**WORK TO BE COMPLETED**. For this exercise, please find the lines in the entries that include the word "read" and copy them.

**GIVEN INFORMATION**.

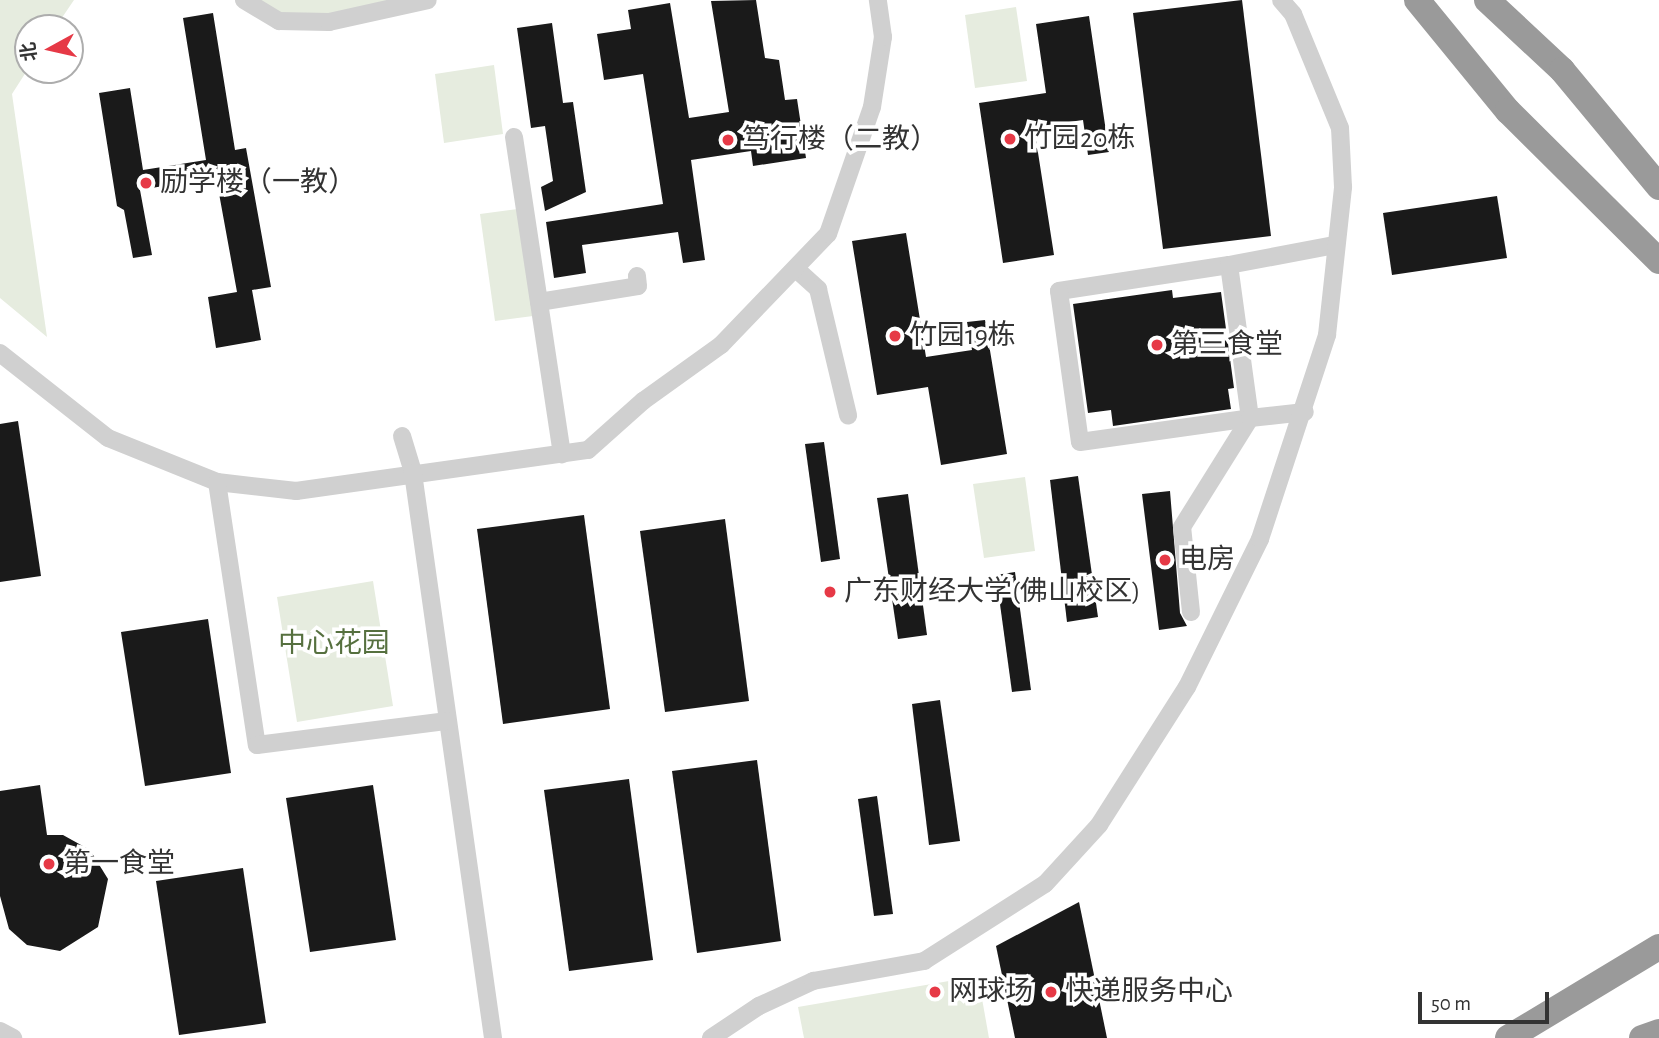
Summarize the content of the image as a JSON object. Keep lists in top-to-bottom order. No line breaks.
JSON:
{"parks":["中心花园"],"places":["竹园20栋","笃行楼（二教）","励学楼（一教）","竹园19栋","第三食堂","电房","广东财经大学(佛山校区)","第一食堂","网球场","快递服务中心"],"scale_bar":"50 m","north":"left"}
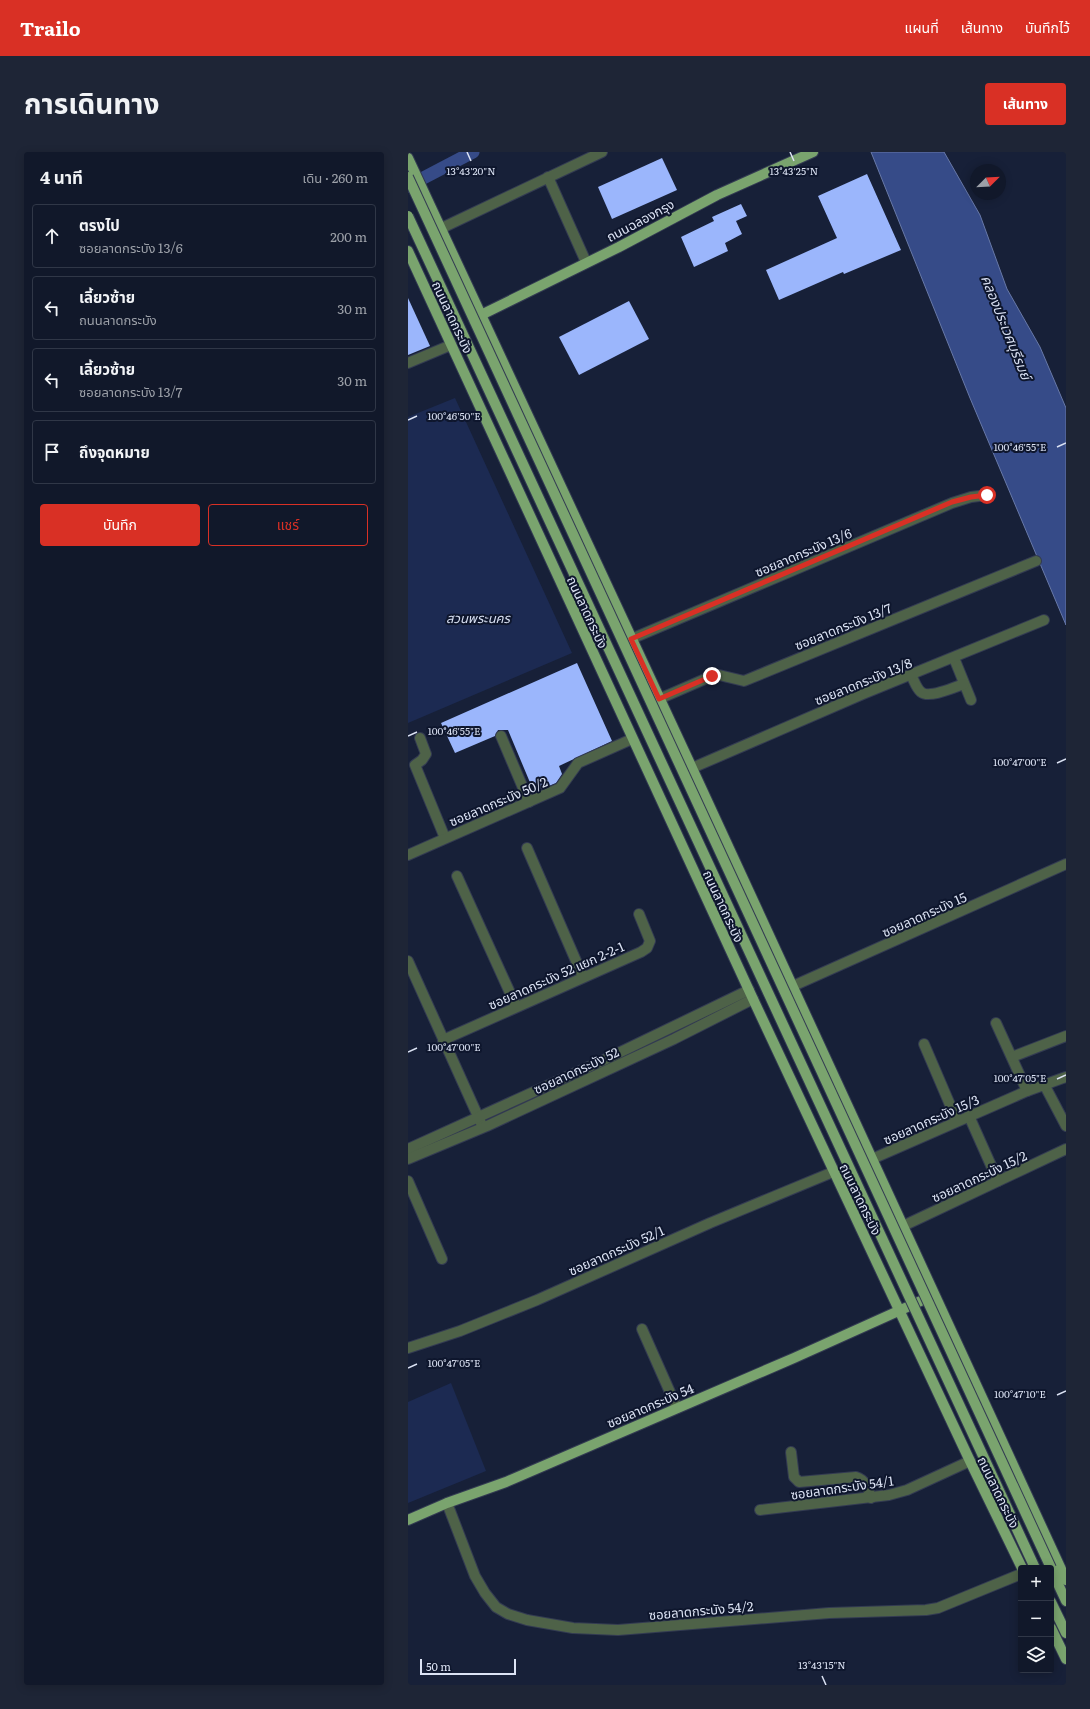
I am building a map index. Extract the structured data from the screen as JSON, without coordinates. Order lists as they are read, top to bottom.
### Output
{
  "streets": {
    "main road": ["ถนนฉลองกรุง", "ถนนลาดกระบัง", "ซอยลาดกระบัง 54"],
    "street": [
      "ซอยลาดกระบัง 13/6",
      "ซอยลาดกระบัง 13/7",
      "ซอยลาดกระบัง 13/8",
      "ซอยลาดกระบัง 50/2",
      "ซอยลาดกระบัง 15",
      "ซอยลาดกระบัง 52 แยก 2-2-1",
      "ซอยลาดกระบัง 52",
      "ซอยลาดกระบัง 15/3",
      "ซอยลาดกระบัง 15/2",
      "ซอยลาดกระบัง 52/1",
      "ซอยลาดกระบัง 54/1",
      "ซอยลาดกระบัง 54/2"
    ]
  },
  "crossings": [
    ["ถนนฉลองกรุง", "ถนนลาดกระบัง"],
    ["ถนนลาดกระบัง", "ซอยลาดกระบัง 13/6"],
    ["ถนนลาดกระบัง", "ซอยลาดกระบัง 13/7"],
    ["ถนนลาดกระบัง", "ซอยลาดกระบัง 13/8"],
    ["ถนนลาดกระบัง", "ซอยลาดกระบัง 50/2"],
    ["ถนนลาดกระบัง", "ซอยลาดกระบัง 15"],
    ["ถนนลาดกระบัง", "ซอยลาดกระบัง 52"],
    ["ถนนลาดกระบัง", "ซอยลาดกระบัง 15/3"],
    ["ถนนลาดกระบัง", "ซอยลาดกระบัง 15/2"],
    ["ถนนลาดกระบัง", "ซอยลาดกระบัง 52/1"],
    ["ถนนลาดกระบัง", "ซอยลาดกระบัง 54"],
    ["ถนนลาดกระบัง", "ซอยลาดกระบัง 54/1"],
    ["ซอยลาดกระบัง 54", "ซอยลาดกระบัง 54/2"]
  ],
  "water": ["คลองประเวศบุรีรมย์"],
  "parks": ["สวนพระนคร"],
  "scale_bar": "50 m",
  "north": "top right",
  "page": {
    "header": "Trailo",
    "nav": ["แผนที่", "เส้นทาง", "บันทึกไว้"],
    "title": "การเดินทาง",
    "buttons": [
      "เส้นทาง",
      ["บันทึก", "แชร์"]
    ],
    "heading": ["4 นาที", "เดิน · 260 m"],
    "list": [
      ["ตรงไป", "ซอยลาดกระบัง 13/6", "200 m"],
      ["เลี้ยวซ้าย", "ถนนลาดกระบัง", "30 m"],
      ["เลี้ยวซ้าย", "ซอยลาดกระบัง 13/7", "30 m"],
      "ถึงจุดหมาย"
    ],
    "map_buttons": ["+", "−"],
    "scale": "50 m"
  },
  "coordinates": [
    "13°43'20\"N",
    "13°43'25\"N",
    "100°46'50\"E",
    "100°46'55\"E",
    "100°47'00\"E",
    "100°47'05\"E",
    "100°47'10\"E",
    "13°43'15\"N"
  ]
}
==
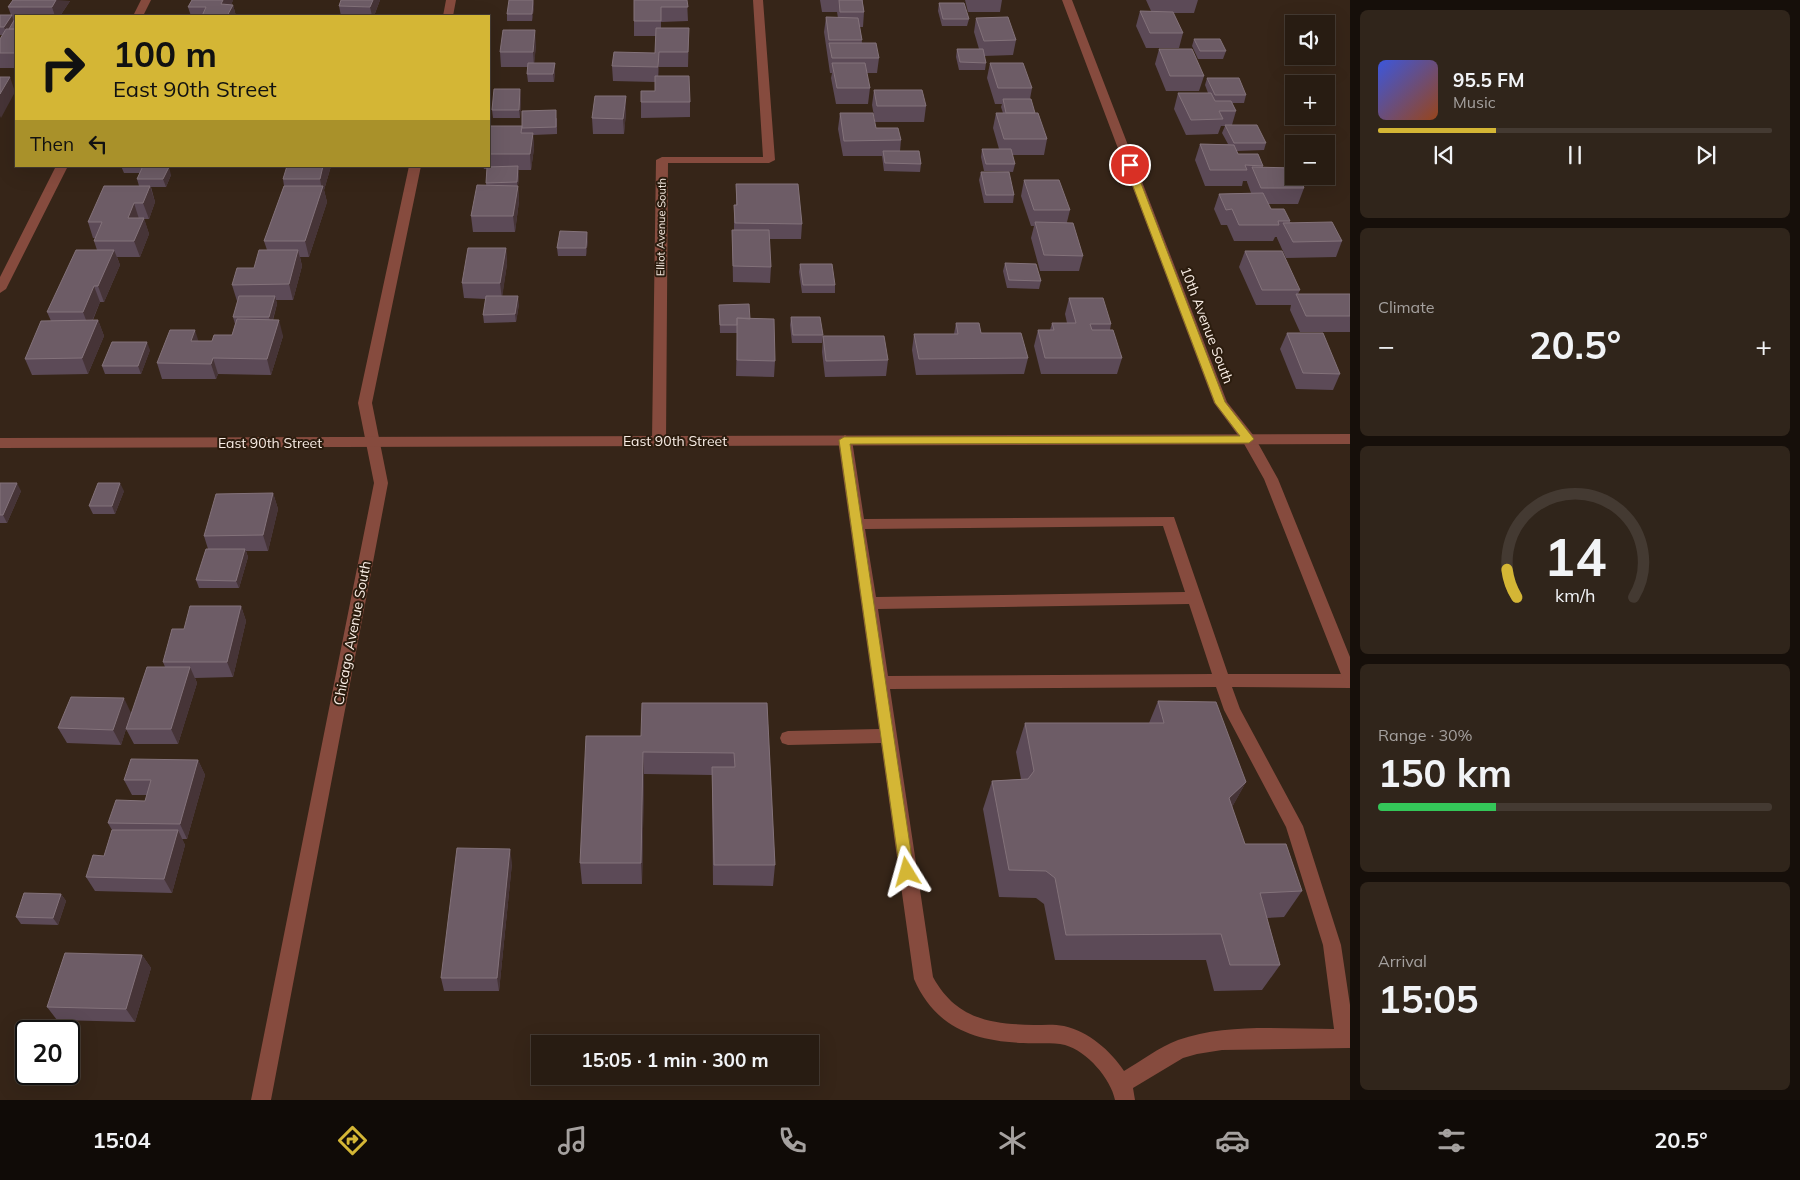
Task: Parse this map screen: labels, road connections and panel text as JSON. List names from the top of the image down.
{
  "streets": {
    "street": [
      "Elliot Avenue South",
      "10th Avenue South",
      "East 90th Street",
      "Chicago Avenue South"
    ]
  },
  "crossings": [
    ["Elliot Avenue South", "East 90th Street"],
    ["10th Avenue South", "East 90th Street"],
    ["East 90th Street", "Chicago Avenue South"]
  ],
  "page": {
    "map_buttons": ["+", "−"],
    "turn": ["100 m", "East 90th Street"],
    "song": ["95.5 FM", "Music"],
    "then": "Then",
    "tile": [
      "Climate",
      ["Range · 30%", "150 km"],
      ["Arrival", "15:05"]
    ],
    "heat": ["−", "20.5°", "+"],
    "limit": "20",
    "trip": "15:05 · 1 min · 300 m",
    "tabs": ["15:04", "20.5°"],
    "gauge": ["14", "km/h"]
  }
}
==
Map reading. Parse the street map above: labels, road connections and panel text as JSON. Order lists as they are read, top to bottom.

**TASK OUTPUT**.
I am building a map index. Extract the structured data from the screen as JSON, without coordinates. Order lists as they are read, top to bottom.
Map reading. Parse the street map above: labels, road connections and panel text as JSON. Order lists as they are read, top to bottom.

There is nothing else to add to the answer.